The ban, effective September 15, includes some exceptions. Abortion will be allowed in cases of rape and incest, 10 weeks before insemination; to protect the life and physical health of the mother; and if the fetus is diagnosed with a fatal malformation. Victims of rape and incest will not be required to sign a notarized affidavit attesting to an assault, as has been suggested.

Under the bill, abortions could only be performed in hospital-owned hospitals or outpatient centers, meaning all abortion clinics would lose their licenses. A doctor who performs an abortion illegally or fails to file the required reports must also lose a medical license – wording that tightens current Indiana law says a doctor “may” lose his license to practice.

“I am personally most proud of each Hoosier who courageously shared their views in a debate that is unlikely to end anytime soon,” Governor Eric Holcomb said in the statement announcing he had signed the bill. “For my part as your governor, I will continue to keep a headset.”

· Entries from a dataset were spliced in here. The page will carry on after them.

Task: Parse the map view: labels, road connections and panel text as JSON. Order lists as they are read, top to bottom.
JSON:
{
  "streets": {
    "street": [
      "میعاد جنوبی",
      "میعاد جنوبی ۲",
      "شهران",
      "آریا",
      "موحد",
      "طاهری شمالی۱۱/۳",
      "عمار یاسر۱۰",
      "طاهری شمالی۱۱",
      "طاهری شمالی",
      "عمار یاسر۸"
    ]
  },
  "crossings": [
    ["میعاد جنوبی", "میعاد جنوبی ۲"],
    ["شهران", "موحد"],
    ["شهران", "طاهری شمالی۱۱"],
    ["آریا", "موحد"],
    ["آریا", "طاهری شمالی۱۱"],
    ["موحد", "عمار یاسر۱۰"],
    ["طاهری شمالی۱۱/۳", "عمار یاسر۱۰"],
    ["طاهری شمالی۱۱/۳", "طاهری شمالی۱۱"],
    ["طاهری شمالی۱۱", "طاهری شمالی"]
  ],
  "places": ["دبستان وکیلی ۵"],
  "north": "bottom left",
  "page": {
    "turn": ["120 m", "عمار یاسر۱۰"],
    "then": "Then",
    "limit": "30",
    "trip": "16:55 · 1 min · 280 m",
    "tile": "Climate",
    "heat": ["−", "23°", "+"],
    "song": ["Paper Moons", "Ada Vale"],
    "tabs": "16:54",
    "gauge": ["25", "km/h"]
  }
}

His approval came after the Senate passed the ban 28-19 and the House raised it to 62-38.

Indiana was one of the earliest Republican-run state legislatures to debate stricter abortion laws after Judgment of the Supreme Court in June removed constitutional protections for the procedure. But this is the first state to pass the ban through both houses, after West Virginia legislators on July 29 passed up the opportunity to become that state.

Pro-Tem Senate President Rodric Bray told reporters after the vote: “Very pleased to get this job done, one of the tougher things we’ve ever done as the House General Assembly. water, at least certainly while I’m here.” “I think this is a huge opportunity and we’ll build on that as we move on from here.”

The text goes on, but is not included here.